A leading university in eastern China recently courted controversy after taking into account online click rates as part of their assessments of academic work by students and teachers.

A report by state-owned Xinhua News Agency said Zhejiang University applied their rule whereby works published by major media outlets such as the People’s Daily and Guangming Daily, would be recognized as equal publications in authoritative domestic journals if they are viewed as influential.

The rule also applied to major commercial portals such as Sina, Sohu and Netease, and other major news outlets and social media websites and apps, such as WeChat and Weibo.

A document on the ruling reportedly stipulated a minimum of publication of 10 mainstream media outlets and 100,000 page views on WeChat.

The criteria would be considered among “Excellent Internet cultural achievements” as academic requirements for promotion or prizes.
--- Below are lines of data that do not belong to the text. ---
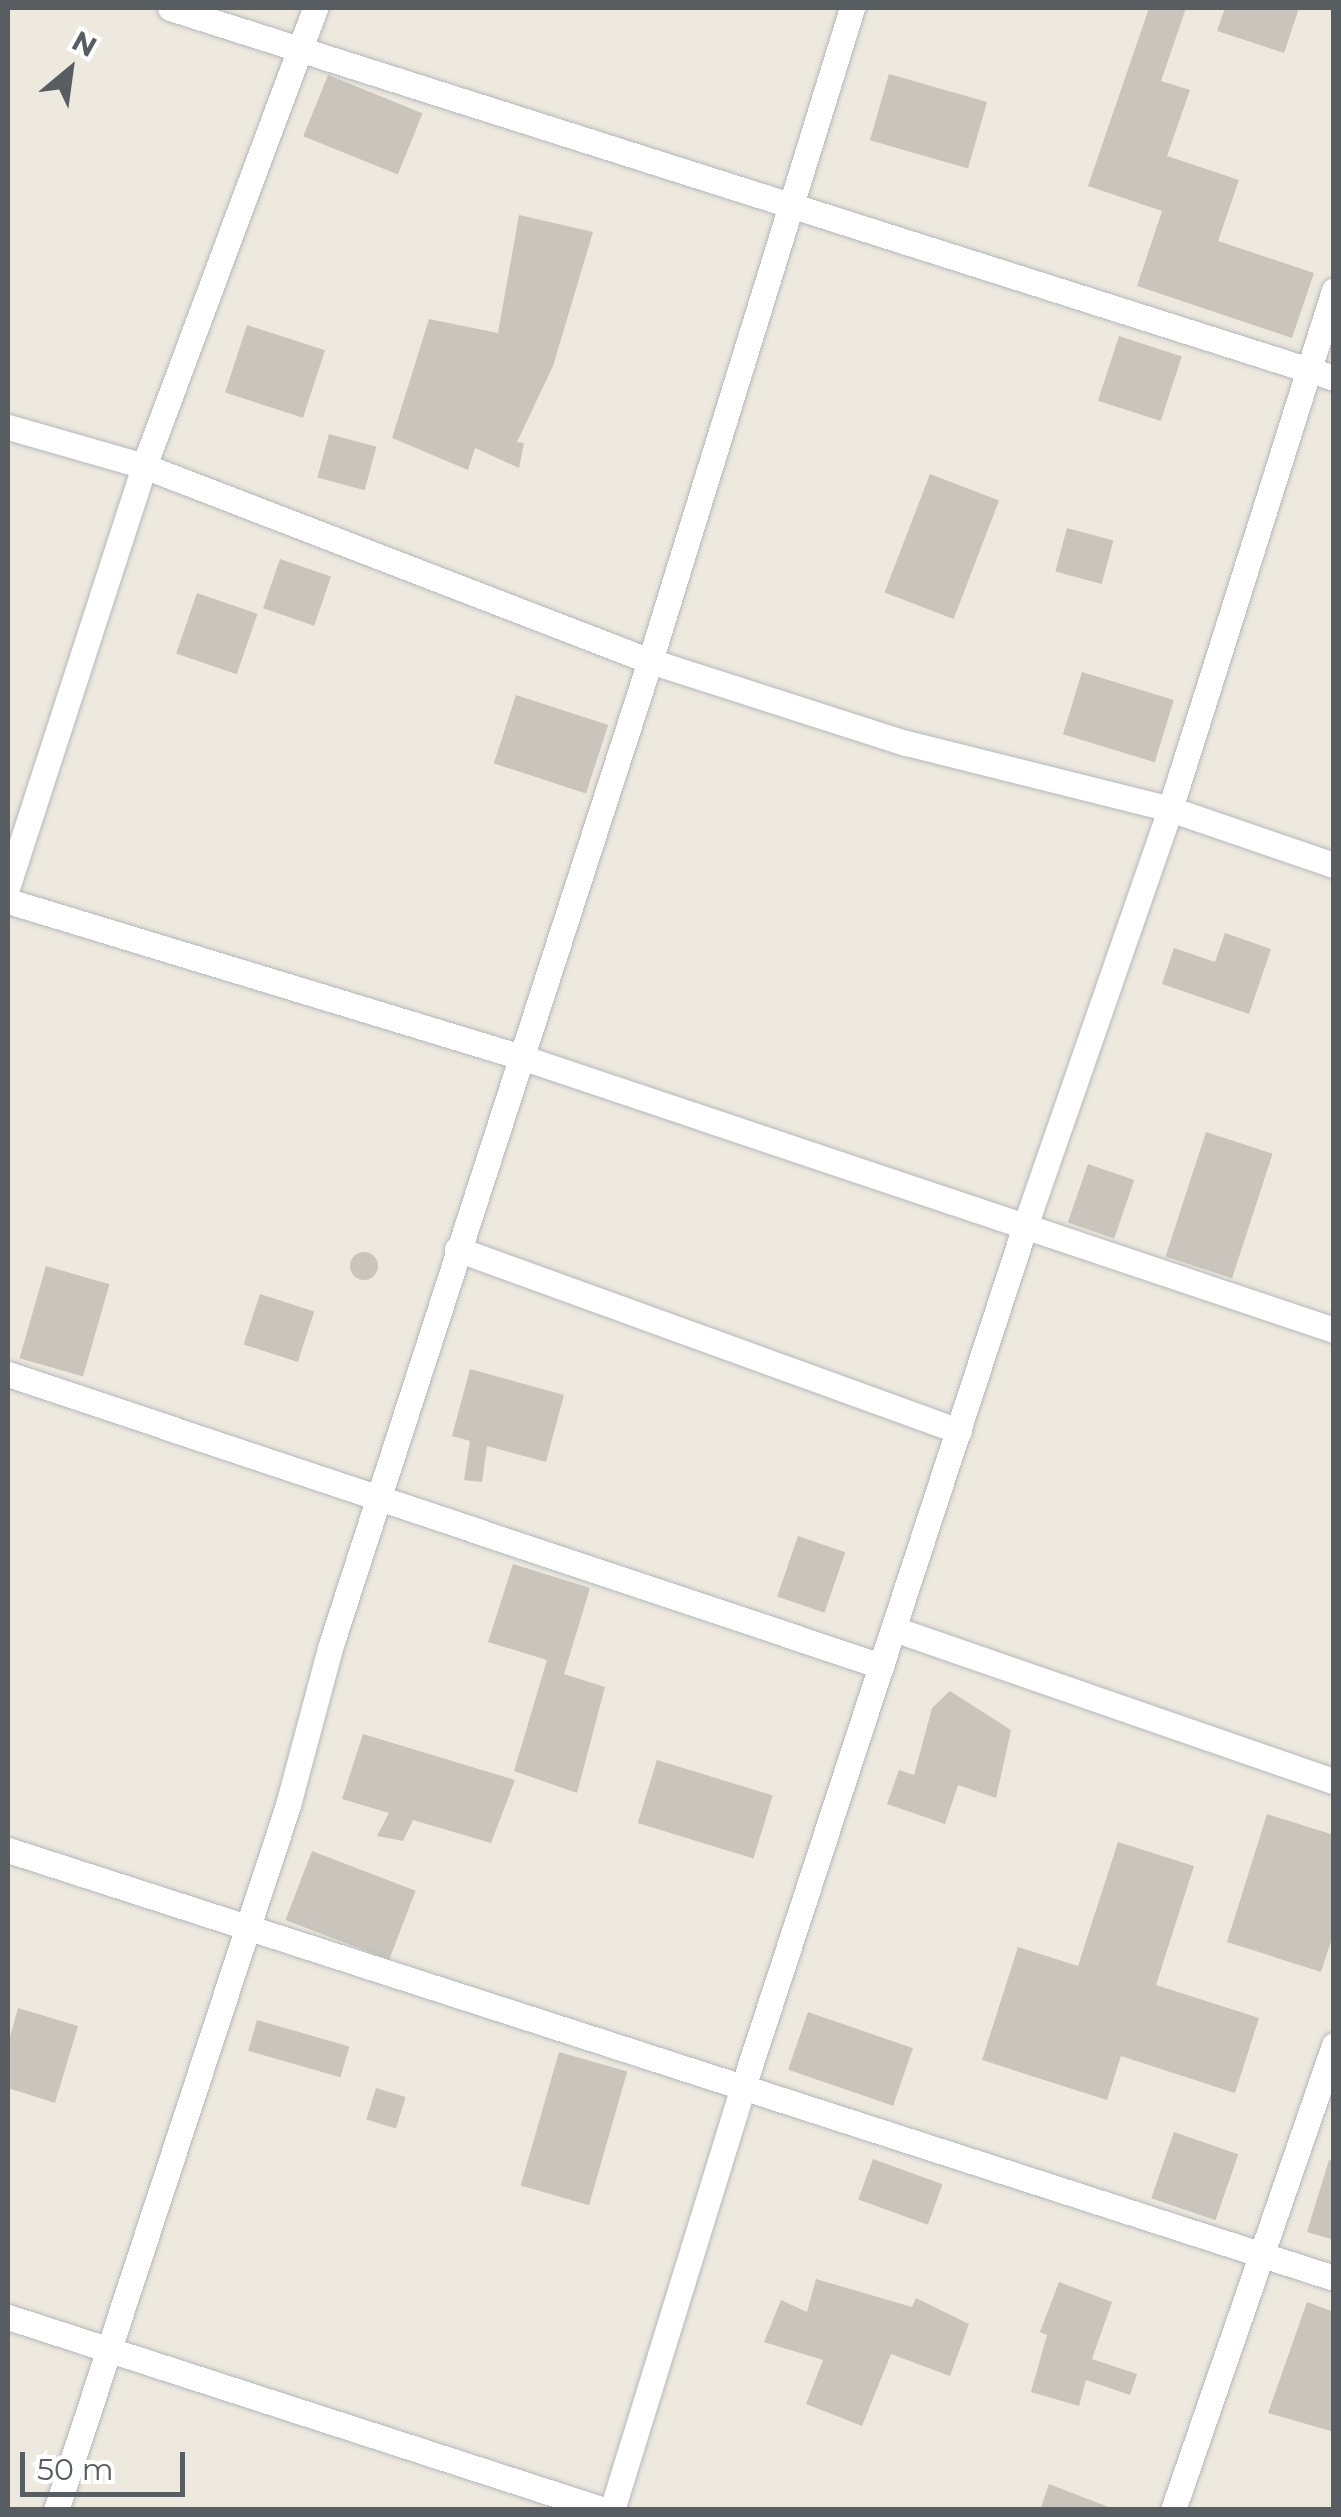 <!DOCTYPE html>
<style>
body{margin:0}
#map{position:relative;width:1341px;height:2517px;overflow:hidden;background:#ede9de;font-family:Montserrat,sans-serif}
div>[style]{position:absolute}
.building>*{inset:0;background:#c9c5bd;transform-origin:0 0}
.round{border-radius:50%}
.roads{filter:drop-shadow(0 0 2px #b5b8bd) drop-shadow(0 0 2px #b5b8bd)}
.minor>*{height:25px;margin:-12.5px;padding:0 12.5px;transform-origin:12.5px;border-radius:12.5px;background:#fff}
span{translate:-50% -50%;white-space:nowrap;text-align:center;line-height:1.15;-webkit-text-stroke:8px #fff;paint-order:stroke}
.frame{position:absolute;inset:0;border:10px solid #585d61;pointer-events:none}
.north{position:absolute;left:20px;top:20px;width:100px;height:100px;-webkit-text-stroke:8px #fff;paint-order:stroke;rotate:29deg;font-size:28px;font-weight:700;line-height:40px;text-align:center;color:#585d61}
.north::after{content:'';display:block;margin:auto;width:35px;height:45px;background:#585d61;clip-path:polygon(50% 0,100% 100%,50% 72%,0 100%)}
.scale{position:absolute;left:20px;top:2452px;width:165px;height:45px;box-sizing:border-box;border:5px solid #585d61;border-top:0;padding-left:12px;font-size:30px;line-height:35px;white-space:nowrap;color:#585d61;-webkit-text-stroke:8px #fff;paint-order:stroke}
</style>
<div id="map">
<div class="building">
<div style="clip-path:polygon(1149px 8px,1186px 8px,1161px 81px,1190px 90px,1167px 156px,1239px 180px,1218px 241px,1314px 273px,1292px 338px,1137px 286px,1162px 211px,1088px 186px)"></div>
<div style="clip-path:polygon(1225px 8px,1299px 8px,1284px 53px,1217px 31px)"></div>
<div style="left:889px;top:74px;width:102px;height:69px;rotate:16deg"></div>
<div style="left:328px;top:75px;width:102px;height:66px;rotate:22deg"></div>
<div style="clip-path:polygon(519px 215px,593px 232px,553px 366px,517px 442px,524px 443px,519px 468px,475px 448px,468px 470px,392px 438px,429px 319px,498px 333px)"></div>
<div style="left:247px;top:325px;width:82px;height:71px;rotate:18deg"></div>
<div style="left:1119px;top:336px;width:66px;height:68px;rotate:18deg"></div>
<div style="left:329px;top:434px;width:49px;height:45px;rotate:15deg"></div>
<div style="left:930px;top:474px;width:74px;height:127px;rotate:21deg"></div>
<div style="left:1067px;top:528px;width:48px;height:45px;rotate:15deg"></div>
<div style="left:280px;top:559px;width:54px;height:52px;rotate:19deg"></div>
<div style="left:197px;top:593px;width:64px;height:64px;rotate:19deg"></div>
<div style="left:1082px;top:672px;width:96px;height:65px;rotate:17deg"></div>
<div style="left:516px;top:695px;width:97px;height:72px;rotate:18deg"></div>
<div style="clip-path:polygon(1225px 933px,1271px 949px,1249px 1014px,1162px 984px,1174px 948px,1215px 962px)"></div>
<div style="left:1206px;top:1132px;width:70px;height:131px;rotate:18deg"></div>
<div style="left:1088px;top:1164px;width:49px;height:62px;rotate:19deg"></div>
<div class="round" style="left:350px;top:1252px;width:28px;height:28px"></div>
<div style="left:46px;top:1266px;width:66px;height:96px;rotate:16deg"></div>
<div style="left:260px;top:1294px;width:57px;height:53px;rotate:18deg"></div>
<div style="clip-path:polygon(470px 1369px,564px 1395px,546px 1462px,487px 1446px,482px 1482px,464px 1480px,470px 1441px,452px 1436px)"></div>
<div style="left:798px;top:1536px;width:50px;height:64px;rotate:19deg"></div>
<div style="clip-path:polygon(513px 1564px,590px 1588px,564px 1674px,605px 1687px,577px 1793px,514px 1771px,547px 1660px,488px 1642px)"></div>
<div style="clip-path:polygon(950px 1691px,1011px 1730px,996px 1798px,958px 1785px,945px 1824px,887px 1804px,899px 1770px,914px 1775px,932px 1708px)"></div>
<div style="clip-path:polygon(363px 1734px,515px 1780px,491px 1843px,413px 1820px,403px 1841px,377px 1836px,389px 1813px,342px 1799px)"></div>
<div style="left:657px;top:1760px;width:121px;height:66px;rotate:17deg"></div>
<div style="clip-path:polygon(1267px 1814px,1334px 1835px,1334px 1932px,1321px 1972px,1227px 1942px)"></div>
<div style="clip-path:polygon(1118px 1842px,1194px 1866px,1156px 1985px,1259px 2018px,1235px 2093px,1121px 2056px,1107px 2100px,982px 2060px,1018px 1947px,1078px 1966px)"></div>
<div style="left:312px;top:1851px;width:111px;height:74px;rotate:21deg"></div>
<div style="clip-path:polygon(18px 2008px,78px 2026px,55px 2103px,8px 2088px,8px 2044px)"></div>
<div style="left:808px;top:2012px;width:111px;height:61px;rotate:19deg"></div>
<div style="left:257px;top:2020px;width:96px;height:32px;rotate:16deg"></div>
<div style="left:559px;top:2052px;width:71px;height:139px;rotate:16deg"></div>
<div style="left:376px;top:2088px;width:31px;height:33px;rotate:17deg"></div>
<div style="left:1174px;top:2132px;width:68px;height:70px;rotate:19deg"></div>
<div style="left:873px;top:2159px;width:74px;height:43px;rotate:20deg"></div>
<div style="clip-path:polygon(1329px 2160px,1334px 2161px,1334px 2240px,1307px 2232px)"></div>
<div style="clip-path:polygon(816px 2279px,912px 2307px,916px 2298px,969px 2324px,950px 2376px,891px 2354px,862px 2426px,806px 2404px,823px 2360px,764px 2342px,781px 2300px,807px 2312px)"></div>
<div style="clip-path:polygon(1059px 2282px,1112px 2302px,1092px 2359px,1137px 2374px,1130px 2395px,1086px 2380px,1079px 2406px,1031px 2392px,1047px 2335px,1040px 2332px)"></div>
<div style="clip-path:polygon(1307px 2302px,1334px 2312px,1334px 2432px,1268px 2413px)"></div>
<div style="clip-path:polygon(1049px 2484px,1111px 2508px,1111px 2510px,1040px 2510px)"></div>
</div>
<div class="roads">
<div class="minor">
<div style="left:170px;top:8px;width:1221px;rotate:17.63deg"></div>
<div style="left:8px;top:427px;width:141px;rotate:16deg"></div>
<div style="left:144px;top:466px;width:542px;rotate:21.08deg"></div>
<div style="left:650px;top:661px;width:269px;rotate:17.8deg"></div>
<div style="left:906px;top:743px;width:272px;rotate:14deg"></div>
<div style="left:1170px;top:809px;width:173px;rotate:18.9deg"></div>
<div style="left:8px;top:885px;width:441px;rotate:-72deg"></div>
<div style="left:144px;top:466px;width:489px;rotate:-69.5deg"></div>
<div style="left:8px;top:901px;width:533px;rotate:16.91deg"></div>
<div style="left:518px;top:1056px;width:861px;rotate:18.56deg"></div>
<div style="left:457px;top:1249px;width:534px;rotate:19.93deg"></div>
<div style="left:8px;top:1374px;width:921px;rotate:18.49deg"></div>
<div style="left:894px;top:1629px;width:466px;rotate:19.1deg"></div>
<div style="left:8px;top:1850px;width:1393px;rotate:17.89deg"></div>
<div style="left:8px;top:2317px;width:626px;rotate:17.94deg"></div>
<div style="left:56px;top:2510px;width:742px;rotate:-71.78deg"></div>
<div style="left:288px;top:1805px;width:163px;rotate:-75deg"></div>
<div style="left:330px;top:1648px;width:1038px;rotate:-72.04deg"></div>
<div style="left:650px;top:661px;width:684px;rotate:-72.81deg"></div>
<div style="left:612px;top:2510px;width:440px;rotate:-72.8deg"></div>
<div style="left:742px;top:2090px;width:909px;rotate:-71.86deg"></div>
<div style="left:1025px;top:1226px;width:441px;rotate:-70.8deg"></div>
<div style="left:1170px;top:809px;width:544px;rotate:-72.46deg"></div>
<div style="left:1173px;top:2510px;width:492px;rotate:-70.9deg"></div>
</div>
</div>
<div class="frame"></div>
<div class="north">N</div>
<div class="scale">50 m</div>
</div>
The ruling also applied to original articles, video, animation works.

Unsurprisingly, the rule which took effect earlier this month turned into the subject of debate over its potential to devalue academic work.

The rule also applied to major commercial portals such as Sina, Sohu and Netease, and other major news outlets and social media websites and apps, such as WeChat and Weibo. Shource: Shutterstock

However, the university insists it is an exploration of academic evaluation and outstanding online work would receive recognition by a committee of experts in June every year.

Zhu Wei, a communication researcher at the China University of Political Science and Law, was quoted as saying the academic value and influence of some online works far exceeds those of core journals.

“Given the trend of media convergence, a number of professional scholars, institutions, and government departments are more willing to publish their academic works through new media first,” Wei said.

Zhu Haijiu of Zhejiang Gongshang University echoed the sentiment.

“In the era of the Internet, only recognizing publications in journals as academic output, is like only recognizing work done with brushes in the era of the pen,” Zhu Haijiu said.

Others, however, were not too fond to the ruling.

“There may be some problems with the current promotion and evaluation system, but academic value should not rely on the number of clicks,” said Yin Jun, a teacher at Shenzhen University in Guangdong Province, as quoted by Xinhua.

Another teacher at Zhejiang University said: “Papers have strict evaluation procedures, but it is hard to assess articles published in public media.”